For their study, researchers distributed a 43-item online survey to volunteers. The counselors, all female, ranged in age from 30-79, with 30% between the ages of 60 and 69. They had served as a counselor for an average of 12 years.

The researchers reported the following findings:

  • In terms of satisfaction, 91% of counselors indicated they were very satisfied with their role.
  • The top reasons for becoming a counselor included an opportunity to help others affected by lupus (100% of respondents) and enhancing personal growth/development (73%).
  • When asked about their reasons for continuing as a counselor, 82% said it was to meet others impacted by lupus and 73% identified the support of program staff.
  • Most respondents (73%) reported that they had a better understanding of lupus since becoming a counselor.
  • In relation to coping, 64% indicated that they have coped better with lupus since becoming a counselor.
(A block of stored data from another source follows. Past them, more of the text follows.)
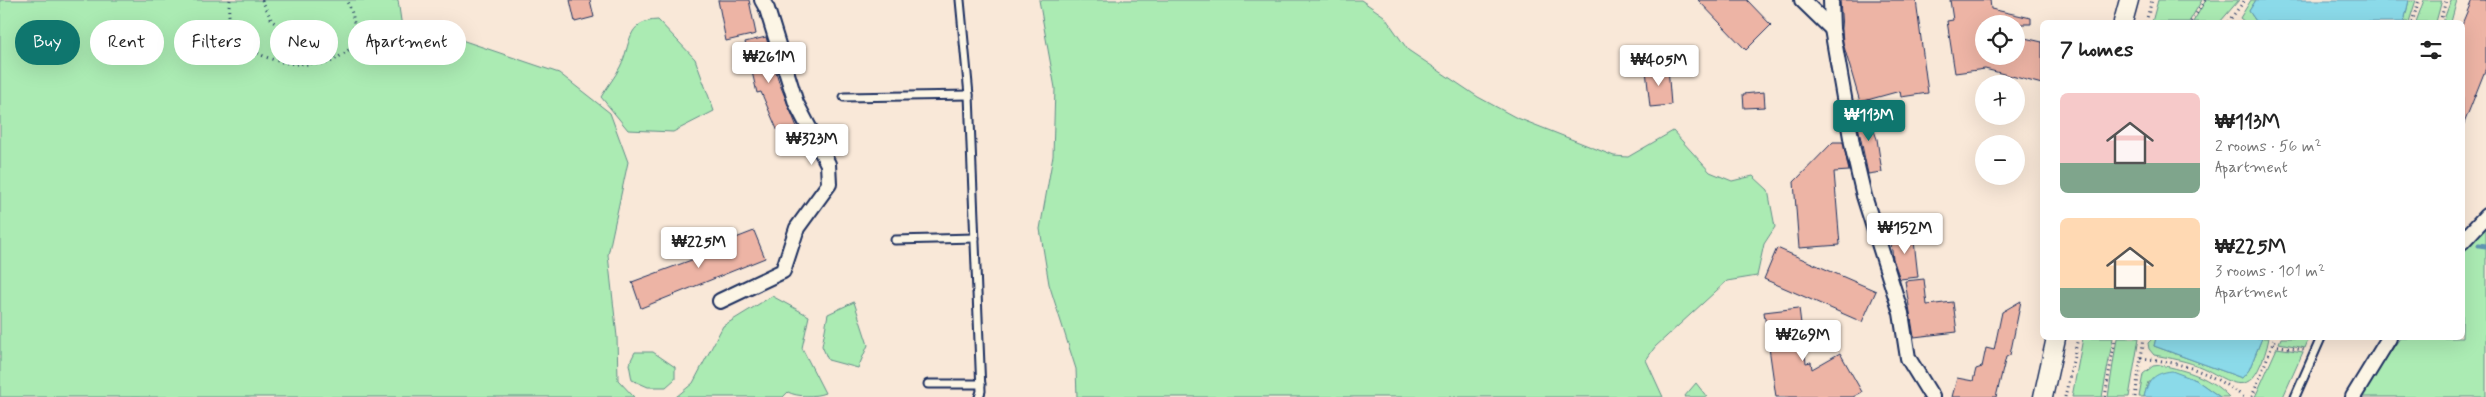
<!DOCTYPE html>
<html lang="en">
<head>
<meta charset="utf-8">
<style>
	body { margin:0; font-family:Mynerve,sans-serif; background:#f2f2f2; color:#222; height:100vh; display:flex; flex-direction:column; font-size:19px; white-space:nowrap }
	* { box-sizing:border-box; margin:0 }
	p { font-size:16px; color:#767676 }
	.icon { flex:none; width:28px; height:28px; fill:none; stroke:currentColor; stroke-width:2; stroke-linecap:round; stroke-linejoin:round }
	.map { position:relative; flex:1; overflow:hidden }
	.sheet { position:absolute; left:2040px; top:20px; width:425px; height:320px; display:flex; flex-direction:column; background:#fff; border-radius:8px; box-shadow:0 5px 20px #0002 }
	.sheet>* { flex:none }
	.hud { position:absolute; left:15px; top:20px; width:475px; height:45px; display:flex; gap:10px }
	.fabs { position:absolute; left:1975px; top:15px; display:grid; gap:10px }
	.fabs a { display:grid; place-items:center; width:50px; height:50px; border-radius:50%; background:#fff; box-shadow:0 5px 20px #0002; font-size:25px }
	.price { position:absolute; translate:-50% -42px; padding:0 11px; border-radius:5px; background:#fff; color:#222; font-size:16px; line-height:32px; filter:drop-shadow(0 1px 2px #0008) }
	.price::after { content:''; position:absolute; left:50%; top:30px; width:15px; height:11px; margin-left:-8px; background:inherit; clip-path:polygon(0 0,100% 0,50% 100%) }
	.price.selected { background:#0f766e; color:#fff }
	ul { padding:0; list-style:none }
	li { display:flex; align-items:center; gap:15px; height:125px; padding:0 20px }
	li span { display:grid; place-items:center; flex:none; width:140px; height:100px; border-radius:8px; color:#555 }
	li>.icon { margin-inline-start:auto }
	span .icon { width:60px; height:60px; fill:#fffc; stroke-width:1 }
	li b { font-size:21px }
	h2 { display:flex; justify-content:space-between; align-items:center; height:60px; padding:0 20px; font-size:21px }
	.chip { padding:0 18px; border-radius:22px; background:#fff; box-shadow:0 5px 20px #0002; font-size:18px; line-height:45px }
	.chip.selected { background:#0f766e; color:#fff }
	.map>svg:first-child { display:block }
	.green { fill:#abebb3; stroke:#638d88 }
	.water { fill:#8bdae9; stroke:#5e96b1 }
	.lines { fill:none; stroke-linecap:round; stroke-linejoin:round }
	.stream { stroke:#5e96b1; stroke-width:5 }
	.building { fill:#edb4a5; stroke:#1b2f5e }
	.service-casing { stroke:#1b2f5e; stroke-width:11 }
	.minor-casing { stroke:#1b2f5e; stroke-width:18 }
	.tertiary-casing { stroke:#1b2f5e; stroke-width:21 }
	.path { stroke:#1b2f5e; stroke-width:3; stroke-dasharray:1 4; stroke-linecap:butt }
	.service { stroke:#fcf5e5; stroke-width:7 }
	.minor { stroke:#fcf5e5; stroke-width:14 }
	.tertiary { stroke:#fcf5e5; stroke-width:18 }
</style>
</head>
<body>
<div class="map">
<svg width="2486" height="397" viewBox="0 0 2486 397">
	<rect width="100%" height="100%" fill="#f9e8d8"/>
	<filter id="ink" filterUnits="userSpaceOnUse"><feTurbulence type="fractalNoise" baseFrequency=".02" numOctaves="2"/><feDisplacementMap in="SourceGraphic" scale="10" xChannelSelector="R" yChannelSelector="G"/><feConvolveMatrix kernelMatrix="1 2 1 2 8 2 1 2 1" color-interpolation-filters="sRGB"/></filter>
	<g filter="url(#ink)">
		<g class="green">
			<polygon points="0,0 398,0 406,55 435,31 559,73 610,113 628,162 608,255 617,337 618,380 634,397 0,397"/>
			<polygon points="1039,0 1361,0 1384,16 1408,50 1478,97 1515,117 1614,156 1628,157 1673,131 1710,172 1732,181 1753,176 1768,190 1775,227 1764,244 1757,276 1727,281 1655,347 1646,360 1663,397 1077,397 1076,369 1049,284 1040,229 1053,156 1055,88"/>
			<polygon points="2158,0 2202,0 2189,22 2152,22"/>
			<polygon points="2206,0 2239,0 2220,22 2193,22"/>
			<polygon points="2251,0 2256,0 2249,11 2256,21 2264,22 2245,22 2240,18"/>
			<polygon points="2409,0 2416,0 2409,22 2404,22"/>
			<polygon points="2424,0 2442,0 2436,22 2416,22"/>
			<polygon points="2451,0 2457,0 2451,22 2443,22"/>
			<path d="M658 20 695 59 714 111 673 132 628 130 601 97C607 87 615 77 620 67 632 44 625 21 658 20Z"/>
			<polygon points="2486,223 2486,397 2360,397 2400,338 2462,338 2463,253"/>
			<path d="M772 296 809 316 802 348 825 393C815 397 797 397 788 392L783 397H676L693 383 723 326Z"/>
			<polygon points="854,302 868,345 858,368 828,360 822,346 828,314"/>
			<polygon points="2083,338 2113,338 2102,397 2072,397"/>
			<polygon points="2117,338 2139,338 2129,397 2108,397"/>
			<path d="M2153 338H2156L2154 346 2242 378 2249 370 2262 338H2269C2267 349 2263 360 2258 370 2244 397 2223 377 2203 368 2188 361 2170 358 2154 355L2149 349 2148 343Z"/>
			<polygon points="2281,338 2309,338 2305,348 2279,343"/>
			<polygon points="2277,348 2303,352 2283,397 2255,397"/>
			<polygon points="635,352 653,352 675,367 675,379 666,387 648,387 632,380 629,364"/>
			<path d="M2161 365C2188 371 2210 377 2229 397H2220L2196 380 2148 382 2144 397H2139L2143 374 2153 366Z"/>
			<polygon points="1696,383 1707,397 1684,397"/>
		</g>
		<g class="water">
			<polygon points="2256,0 2409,0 2404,22 2264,22 2256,21 2249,11"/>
			<polygon points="2156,338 2262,338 2249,370 2242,378 2154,346"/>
			<path d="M2172 371 2196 380 2220 397H2144C2148 380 2154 373 2172 371Z"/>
		</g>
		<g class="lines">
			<polyline class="stream" points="2479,245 2486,246"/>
		</g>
		<g class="building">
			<polygon points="570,0 590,0 594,17 575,22"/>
			<polygon points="718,0 749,0 756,34 726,41"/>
			<polygon points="1698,0 1747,0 1771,25 1746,50"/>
			<polygon points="1840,0 1916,0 1928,93 1901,97 1900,91 1860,102 1843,43"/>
			<polygon points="1950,0 1990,0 1991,9 2031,18 2031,24 1981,24 1984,56 2016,56 2016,36 2042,42 2042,84 1985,69 1955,73 1947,21 1953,20"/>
			<polygon points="2472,0 2486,0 2486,68 2463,126 2462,24"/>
			<polygon points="766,37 779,82 797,127 779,134 761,92 757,93 745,42"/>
			<polygon points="1668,67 1671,105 1650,107 1646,70"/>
			<polygon points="1764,92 1765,107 1744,108 1743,94"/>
			<polygon points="1866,108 1877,139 1882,172 1868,174 1855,111"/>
			<polygon points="1833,142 1843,142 1849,171 1834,172 1840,245 1799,248 1794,182"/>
			<polygon points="754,231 765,258 641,308 632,282 694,259 692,255"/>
			<polygon points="1913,232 1918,277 1900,279 1893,259 1890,235"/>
			<polygon points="1777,248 1876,291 1862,322 1764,279"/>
			<polygon points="1924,279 1927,305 1953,302 1957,332 1914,337 1905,281"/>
			<polygon points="2021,301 2010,355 2006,357 1996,397 1952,397 1957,378 1973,381 1976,369 1982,367 1986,348 1994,350 2002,312"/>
			<polygon points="1799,308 1806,363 1811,362 1812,369 1840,353 1862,392 1853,397 1776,397 1764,312"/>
		</g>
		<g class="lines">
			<g class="service-casing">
				<g id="service">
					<polyline points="960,0 969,95 981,391 979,397"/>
					<polyline points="844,97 969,95"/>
					<polyline points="895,240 975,238"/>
					<polyline points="928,384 981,384"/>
					<polyline points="2295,397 2321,338"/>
				</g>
			</g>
			<g class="minor-casing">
				<g id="minor">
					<polyline points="1802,0 1832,29"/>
					<polyline points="1831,0 1832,29 1853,149 1864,196 1901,313 1908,358 1932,397"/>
					<polyline points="2462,242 2486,216"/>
					<polyline points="720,301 783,271 797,228 829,184 828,164 796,103 767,9 762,0"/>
					<polyline points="2353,397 2389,338"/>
				</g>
			</g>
			<g class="tertiary-casing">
				<g id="tertiary">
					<polyline points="2123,22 2129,0"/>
					<polyline points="2043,397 2056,338"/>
				</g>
			</g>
			<g class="path">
				<path d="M230 0C220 46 274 67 311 64 317 64 325 64 330 62 337 59 344 53 350 49 356 31 356 17 346 0"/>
				<polyline points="262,0 272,21 300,41 337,57"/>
				<polyline points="2146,22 2152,0"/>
				<polyline points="2191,22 2205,0"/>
				<polyline points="2228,22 2245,0"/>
				<polyline points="2412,22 2419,0"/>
				<polyline points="2440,22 2446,0"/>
				<polyline points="2273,345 2305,350"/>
				<path d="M2141 358C2185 363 2208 371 2244 397"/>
				<polyline points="2065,397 2078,338"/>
				<polyline points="2105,397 2115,338"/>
				<polyline points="2135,397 2144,338"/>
				<polyline points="2252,397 2275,338"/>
			</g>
			<use href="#service" class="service"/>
			<use href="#minor" class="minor"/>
			<use href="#tertiary" class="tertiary"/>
		</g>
	</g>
</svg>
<div class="fabs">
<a><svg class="icon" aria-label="locate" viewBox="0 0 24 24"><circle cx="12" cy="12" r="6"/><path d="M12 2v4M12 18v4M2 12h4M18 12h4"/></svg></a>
<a>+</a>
<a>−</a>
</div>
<b class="price" style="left:769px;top:84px">₩261M</b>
<b class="price" style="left:1659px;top:87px">₩405M</b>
<b class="price selected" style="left:1869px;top:142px">₩113M</b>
<b class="price" style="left:812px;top:166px">₩323M</b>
<b class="price" style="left:1905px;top:255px">₩152M</b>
<b class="price" style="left:699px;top:269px">₩225M</b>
<b class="price" style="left:1803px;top:362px">₩269M</b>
<div class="hud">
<a class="chip selected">Buy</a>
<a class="chip">Rent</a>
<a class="chip">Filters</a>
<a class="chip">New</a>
<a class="chip">Apartment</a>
</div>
<section class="sheet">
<h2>7 homes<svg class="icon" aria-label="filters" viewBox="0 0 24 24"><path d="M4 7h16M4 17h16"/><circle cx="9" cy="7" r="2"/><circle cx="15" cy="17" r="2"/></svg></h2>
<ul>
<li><span style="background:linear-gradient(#f6c9c9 70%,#7fa58c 0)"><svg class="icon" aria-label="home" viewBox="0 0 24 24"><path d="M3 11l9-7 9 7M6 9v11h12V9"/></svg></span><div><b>₩113M</b><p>2 rooms · 56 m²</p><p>Apartment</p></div></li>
<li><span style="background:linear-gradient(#ffd9b3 70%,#7fa58c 0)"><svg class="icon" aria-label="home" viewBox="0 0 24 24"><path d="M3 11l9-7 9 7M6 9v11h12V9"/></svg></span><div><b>₩225M</b><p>3 rooms · 101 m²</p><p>Apartment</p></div></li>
</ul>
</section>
</div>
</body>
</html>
  • The majority of counselors (73%) reported feeling less alone since volunteering.
  • Almost half of the volunteers (46%) reported feeling less depressed since becoming a peer counselor.
  • When asked if monthly seminars help them to better cope with lupus, 78% agreed, and 89% of counselors reported that the seminars provide a space for them to reflect on their disease.
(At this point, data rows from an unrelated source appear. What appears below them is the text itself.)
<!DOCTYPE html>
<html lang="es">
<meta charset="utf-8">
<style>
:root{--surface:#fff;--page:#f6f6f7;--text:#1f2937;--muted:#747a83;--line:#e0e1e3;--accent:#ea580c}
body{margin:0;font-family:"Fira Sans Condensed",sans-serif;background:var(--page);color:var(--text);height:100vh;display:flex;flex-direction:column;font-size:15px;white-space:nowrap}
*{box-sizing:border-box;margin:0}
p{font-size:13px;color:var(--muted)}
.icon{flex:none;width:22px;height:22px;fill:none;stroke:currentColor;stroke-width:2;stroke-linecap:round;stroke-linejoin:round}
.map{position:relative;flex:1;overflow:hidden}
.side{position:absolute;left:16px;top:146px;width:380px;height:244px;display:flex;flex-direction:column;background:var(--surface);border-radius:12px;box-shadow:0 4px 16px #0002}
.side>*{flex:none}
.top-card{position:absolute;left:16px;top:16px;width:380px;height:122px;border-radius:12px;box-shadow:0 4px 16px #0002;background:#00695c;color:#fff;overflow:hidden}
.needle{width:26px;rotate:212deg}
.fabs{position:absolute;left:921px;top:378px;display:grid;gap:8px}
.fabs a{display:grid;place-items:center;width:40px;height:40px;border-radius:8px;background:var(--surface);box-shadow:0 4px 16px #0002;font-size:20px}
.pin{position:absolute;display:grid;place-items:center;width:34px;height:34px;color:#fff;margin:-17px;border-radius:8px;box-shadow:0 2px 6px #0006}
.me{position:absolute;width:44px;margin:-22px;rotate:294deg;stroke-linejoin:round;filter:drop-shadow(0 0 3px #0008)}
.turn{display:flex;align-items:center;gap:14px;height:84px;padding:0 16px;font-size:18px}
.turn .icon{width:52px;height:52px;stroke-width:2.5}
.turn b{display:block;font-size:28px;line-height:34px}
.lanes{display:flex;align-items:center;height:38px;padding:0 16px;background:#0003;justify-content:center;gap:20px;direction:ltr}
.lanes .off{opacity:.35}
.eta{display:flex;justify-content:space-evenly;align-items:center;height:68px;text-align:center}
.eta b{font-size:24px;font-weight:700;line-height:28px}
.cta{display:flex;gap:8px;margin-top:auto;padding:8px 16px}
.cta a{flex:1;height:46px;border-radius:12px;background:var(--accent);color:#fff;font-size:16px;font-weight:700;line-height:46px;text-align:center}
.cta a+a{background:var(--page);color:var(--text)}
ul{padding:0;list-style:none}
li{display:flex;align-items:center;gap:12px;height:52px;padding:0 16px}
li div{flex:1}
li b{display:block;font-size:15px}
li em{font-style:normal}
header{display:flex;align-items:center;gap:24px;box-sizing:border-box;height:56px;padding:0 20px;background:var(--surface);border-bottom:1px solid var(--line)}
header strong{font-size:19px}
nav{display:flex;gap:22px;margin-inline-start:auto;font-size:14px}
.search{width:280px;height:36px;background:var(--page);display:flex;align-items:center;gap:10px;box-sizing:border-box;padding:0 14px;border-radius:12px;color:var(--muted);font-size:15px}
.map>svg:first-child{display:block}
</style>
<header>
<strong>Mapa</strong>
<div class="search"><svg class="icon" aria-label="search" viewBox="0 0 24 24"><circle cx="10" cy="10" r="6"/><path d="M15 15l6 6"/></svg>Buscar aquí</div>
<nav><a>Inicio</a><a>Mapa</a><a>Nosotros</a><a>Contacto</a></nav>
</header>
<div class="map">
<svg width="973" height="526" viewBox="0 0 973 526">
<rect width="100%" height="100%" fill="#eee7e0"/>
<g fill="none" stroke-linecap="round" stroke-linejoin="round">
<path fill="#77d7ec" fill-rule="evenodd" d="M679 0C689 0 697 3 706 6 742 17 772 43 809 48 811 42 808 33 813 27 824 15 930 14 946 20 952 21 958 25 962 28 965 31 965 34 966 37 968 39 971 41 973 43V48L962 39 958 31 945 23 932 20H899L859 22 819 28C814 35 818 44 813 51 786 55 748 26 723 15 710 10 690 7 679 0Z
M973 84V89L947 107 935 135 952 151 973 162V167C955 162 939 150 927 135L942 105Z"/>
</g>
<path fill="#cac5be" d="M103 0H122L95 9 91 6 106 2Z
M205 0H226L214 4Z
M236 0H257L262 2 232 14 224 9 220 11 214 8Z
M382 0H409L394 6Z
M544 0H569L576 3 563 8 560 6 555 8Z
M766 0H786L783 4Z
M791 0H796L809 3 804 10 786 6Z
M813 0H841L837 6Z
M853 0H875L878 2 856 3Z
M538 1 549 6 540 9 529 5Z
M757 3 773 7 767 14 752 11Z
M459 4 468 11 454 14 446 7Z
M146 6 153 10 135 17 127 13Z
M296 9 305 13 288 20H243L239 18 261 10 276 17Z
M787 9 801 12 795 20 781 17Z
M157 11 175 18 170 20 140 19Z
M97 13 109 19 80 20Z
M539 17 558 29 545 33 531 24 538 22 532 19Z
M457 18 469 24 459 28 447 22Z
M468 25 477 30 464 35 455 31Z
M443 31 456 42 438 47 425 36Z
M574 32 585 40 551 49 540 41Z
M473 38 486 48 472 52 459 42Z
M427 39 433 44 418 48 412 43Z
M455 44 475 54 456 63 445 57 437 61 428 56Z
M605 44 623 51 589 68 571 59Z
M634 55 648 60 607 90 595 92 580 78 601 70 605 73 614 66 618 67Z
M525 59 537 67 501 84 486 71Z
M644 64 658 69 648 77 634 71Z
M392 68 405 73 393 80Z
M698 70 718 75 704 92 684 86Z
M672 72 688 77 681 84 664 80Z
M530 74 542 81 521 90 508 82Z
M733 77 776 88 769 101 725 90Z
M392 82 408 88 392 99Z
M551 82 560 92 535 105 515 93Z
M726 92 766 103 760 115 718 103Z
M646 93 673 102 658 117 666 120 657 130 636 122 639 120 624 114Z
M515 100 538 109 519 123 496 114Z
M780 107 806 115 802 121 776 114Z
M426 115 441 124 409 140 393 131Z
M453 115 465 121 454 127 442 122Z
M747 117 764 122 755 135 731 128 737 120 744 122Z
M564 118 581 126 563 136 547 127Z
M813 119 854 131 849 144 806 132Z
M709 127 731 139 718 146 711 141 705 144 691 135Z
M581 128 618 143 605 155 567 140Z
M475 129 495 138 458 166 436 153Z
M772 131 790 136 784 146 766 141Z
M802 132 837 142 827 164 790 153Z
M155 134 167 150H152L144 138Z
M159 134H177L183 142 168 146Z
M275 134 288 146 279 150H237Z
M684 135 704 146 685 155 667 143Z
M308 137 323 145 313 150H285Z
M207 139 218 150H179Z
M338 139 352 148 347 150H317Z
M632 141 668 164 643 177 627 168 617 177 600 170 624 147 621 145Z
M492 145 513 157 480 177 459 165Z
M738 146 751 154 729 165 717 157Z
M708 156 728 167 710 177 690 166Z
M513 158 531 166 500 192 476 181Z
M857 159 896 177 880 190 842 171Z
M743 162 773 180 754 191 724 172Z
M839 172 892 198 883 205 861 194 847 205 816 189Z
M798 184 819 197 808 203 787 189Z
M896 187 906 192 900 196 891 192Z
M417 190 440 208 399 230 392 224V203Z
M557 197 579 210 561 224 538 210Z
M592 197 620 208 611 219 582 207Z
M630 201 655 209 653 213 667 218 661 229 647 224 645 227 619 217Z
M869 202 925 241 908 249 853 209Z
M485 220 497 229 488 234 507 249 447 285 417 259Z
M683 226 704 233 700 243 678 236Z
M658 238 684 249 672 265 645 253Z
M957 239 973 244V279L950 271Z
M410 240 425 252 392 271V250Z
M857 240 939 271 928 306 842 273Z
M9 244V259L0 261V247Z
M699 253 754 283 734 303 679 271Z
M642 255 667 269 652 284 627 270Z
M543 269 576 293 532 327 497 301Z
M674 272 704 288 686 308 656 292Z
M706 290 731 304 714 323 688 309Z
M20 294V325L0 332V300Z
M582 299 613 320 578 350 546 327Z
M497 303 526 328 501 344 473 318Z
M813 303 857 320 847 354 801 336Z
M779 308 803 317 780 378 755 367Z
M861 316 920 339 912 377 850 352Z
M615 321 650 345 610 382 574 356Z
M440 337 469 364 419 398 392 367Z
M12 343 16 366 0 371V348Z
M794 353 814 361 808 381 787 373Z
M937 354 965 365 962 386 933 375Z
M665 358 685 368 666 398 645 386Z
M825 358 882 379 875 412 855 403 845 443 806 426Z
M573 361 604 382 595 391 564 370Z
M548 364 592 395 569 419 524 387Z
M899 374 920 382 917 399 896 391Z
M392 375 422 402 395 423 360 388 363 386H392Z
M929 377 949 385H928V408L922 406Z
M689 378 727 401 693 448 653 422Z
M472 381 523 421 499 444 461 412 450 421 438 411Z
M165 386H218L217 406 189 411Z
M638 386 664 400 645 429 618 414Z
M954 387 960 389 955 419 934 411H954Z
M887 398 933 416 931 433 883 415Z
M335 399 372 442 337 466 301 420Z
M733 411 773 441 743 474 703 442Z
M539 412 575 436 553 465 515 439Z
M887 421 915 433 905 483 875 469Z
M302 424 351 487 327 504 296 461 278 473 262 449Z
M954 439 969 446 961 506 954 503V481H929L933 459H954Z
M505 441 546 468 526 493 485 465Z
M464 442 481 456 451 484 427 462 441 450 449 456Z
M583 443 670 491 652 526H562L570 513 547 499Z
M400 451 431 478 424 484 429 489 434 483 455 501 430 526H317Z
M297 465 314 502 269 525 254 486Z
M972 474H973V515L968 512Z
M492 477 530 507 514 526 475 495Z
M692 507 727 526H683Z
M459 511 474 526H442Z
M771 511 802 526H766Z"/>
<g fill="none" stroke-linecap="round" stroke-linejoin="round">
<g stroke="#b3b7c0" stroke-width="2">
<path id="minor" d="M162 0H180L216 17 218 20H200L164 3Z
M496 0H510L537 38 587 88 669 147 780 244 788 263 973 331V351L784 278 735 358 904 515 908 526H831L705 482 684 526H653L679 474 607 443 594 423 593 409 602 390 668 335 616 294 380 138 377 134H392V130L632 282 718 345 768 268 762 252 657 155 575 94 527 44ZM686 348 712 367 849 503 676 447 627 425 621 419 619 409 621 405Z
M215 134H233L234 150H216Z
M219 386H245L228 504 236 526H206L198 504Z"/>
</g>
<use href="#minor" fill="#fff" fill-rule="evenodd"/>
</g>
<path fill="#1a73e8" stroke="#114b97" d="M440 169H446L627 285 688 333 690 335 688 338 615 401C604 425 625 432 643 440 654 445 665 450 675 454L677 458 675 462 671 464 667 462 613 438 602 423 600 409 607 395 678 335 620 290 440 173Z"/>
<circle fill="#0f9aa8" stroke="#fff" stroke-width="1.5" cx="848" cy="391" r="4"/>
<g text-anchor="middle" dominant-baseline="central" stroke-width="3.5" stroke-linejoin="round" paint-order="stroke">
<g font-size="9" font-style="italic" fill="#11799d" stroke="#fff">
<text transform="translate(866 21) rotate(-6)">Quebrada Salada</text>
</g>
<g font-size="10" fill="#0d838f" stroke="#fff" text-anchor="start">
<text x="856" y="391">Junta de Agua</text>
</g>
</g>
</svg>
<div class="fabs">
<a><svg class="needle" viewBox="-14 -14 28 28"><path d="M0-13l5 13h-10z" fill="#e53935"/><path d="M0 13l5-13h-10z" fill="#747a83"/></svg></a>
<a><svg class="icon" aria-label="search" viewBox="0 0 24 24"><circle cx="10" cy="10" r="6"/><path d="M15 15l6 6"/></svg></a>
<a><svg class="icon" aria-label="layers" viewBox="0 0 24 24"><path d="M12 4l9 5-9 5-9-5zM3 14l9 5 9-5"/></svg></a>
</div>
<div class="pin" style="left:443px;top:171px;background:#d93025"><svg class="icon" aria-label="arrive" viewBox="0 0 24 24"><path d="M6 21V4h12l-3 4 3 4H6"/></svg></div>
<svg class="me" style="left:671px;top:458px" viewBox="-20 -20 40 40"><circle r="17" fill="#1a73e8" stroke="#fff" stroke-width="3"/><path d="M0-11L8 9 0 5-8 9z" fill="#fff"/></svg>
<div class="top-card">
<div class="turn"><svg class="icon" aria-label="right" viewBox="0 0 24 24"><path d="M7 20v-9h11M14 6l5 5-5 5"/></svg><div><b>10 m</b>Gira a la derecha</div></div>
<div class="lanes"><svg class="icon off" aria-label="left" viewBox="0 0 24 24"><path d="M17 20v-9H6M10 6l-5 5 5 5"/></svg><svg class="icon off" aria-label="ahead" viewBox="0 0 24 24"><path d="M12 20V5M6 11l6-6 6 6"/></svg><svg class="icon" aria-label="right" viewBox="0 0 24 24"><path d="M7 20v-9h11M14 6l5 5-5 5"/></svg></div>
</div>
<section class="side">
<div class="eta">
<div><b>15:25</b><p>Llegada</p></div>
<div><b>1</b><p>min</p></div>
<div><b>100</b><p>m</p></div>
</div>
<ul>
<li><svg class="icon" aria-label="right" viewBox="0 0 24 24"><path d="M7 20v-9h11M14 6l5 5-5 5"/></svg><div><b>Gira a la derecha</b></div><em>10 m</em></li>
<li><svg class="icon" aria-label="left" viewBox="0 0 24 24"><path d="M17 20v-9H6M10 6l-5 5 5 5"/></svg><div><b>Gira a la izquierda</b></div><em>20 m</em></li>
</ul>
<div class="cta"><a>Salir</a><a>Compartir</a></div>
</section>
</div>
  • The volunteers indicated that the most rewarding part of their role was “educational information that helps me understand lupus better” and “the opportunity to be outside of my own illness and connect with others.”

“The study reinforces the two-way flow of psychosocial support received by counselors through their support of callers and ongoing connections with peers and program staff via monthly seminars,” said Toral. “Our findings also highlight the continued relevance of a phone support service to people with lupus and opportunities for further research on the volunteer impact of peer-staffed programs.”